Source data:
--- START ---
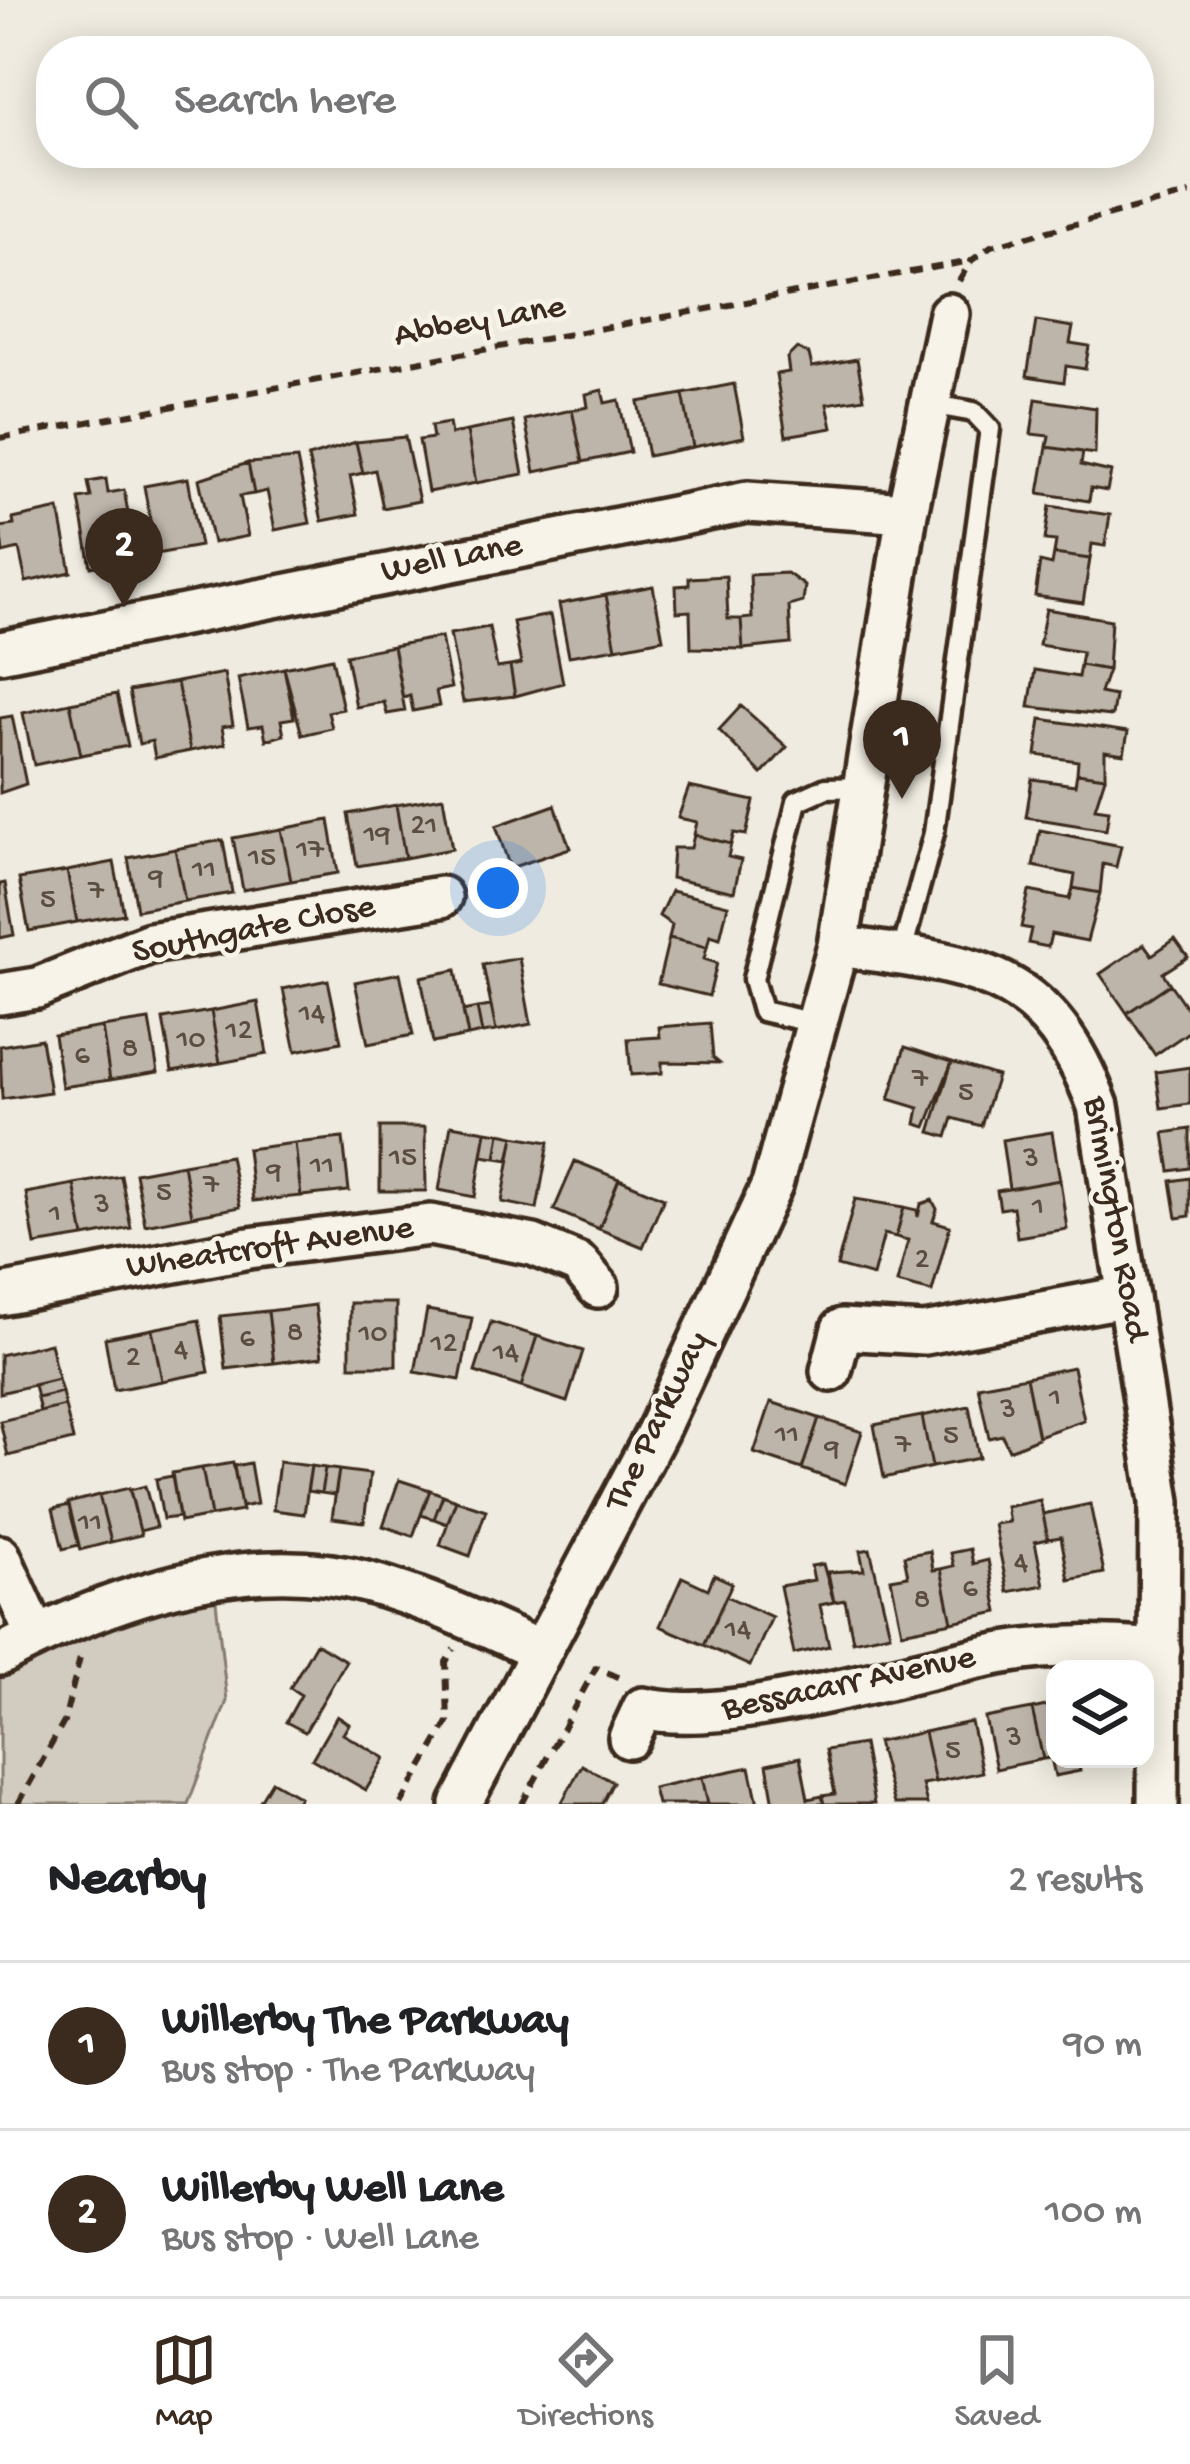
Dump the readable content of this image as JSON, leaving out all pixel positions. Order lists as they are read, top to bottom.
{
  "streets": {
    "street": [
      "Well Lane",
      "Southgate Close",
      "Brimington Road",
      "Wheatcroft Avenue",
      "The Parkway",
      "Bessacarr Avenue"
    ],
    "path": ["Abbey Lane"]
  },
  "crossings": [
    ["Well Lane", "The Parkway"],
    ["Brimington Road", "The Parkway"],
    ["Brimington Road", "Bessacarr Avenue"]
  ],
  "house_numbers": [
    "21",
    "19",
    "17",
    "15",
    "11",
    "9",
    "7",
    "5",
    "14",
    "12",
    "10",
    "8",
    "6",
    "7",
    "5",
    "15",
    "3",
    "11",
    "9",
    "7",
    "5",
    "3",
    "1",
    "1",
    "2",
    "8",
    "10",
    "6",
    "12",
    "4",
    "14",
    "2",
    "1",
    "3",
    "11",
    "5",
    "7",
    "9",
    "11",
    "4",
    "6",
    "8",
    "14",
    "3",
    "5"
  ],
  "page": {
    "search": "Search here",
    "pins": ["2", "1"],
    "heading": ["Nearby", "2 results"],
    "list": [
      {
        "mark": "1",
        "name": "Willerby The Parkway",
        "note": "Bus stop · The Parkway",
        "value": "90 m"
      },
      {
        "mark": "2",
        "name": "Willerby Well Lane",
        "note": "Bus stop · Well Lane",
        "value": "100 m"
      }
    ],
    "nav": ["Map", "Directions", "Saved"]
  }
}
--- END ---
Write out the entries again, word for word. No images.

Dump the readable content of this image as JSON, leaving out all pixel positions. Order lists as they are read, top to bottom.
{
  "streets": {
    "street": [
      "Well Lane",
      "Southgate Close",
      "Brimington Road",
      "Wheatcroft Avenue",
      "The Parkway",
      "Bessacarr Avenue"
    ],
    "path": ["Abbey Lane"]
  },
  "crossings": [
    ["Well Lane", "The Parkway"],
    ["Brimington Road", "The Parkway"],
    ["Brimington Road", "Bessacarr Avenue"]
  ],
  "house_numbers": [
    "21",
    "19",
    "17",
    "15",
    "11",
    "9",
    "7",
    "5",
    "14",
    "12",
    "10",
    "8",
    "6",
    "7",
    "5",
    "15",
    "3",
    "11",
    "9",
    "7",
    "5",
    "3",
    "1",
    "1",
    "2",
    "8",
    "10",
    "6",
    "12",
    "4",
    "14",
    "2",
    "1",
    "3",
    "11",
    "5",
    "7",
    "9",
    "11",
    "4",
    "6",
    "8",
    "14",
    "3",
    "5"
  ],
  "page": {
    "search": "Search here",
    "pins": ["2", "1"],
    "heading": ["Nearby", "2 results"],
    "list": [
      {
        "mark": "1",
        "name": "Willerby The Parkway",
        "note": "Bus stop · The Parkway",
        "value": "90 m"
      },
      {
        "mark": "2",
        "name": "Willerby Well Lane",
        "note": "Bus stop · Well Lane",
        "value": "100 m"
      }
    ],
    "nav": ["Map", "Directions", "Saved"]
  }
}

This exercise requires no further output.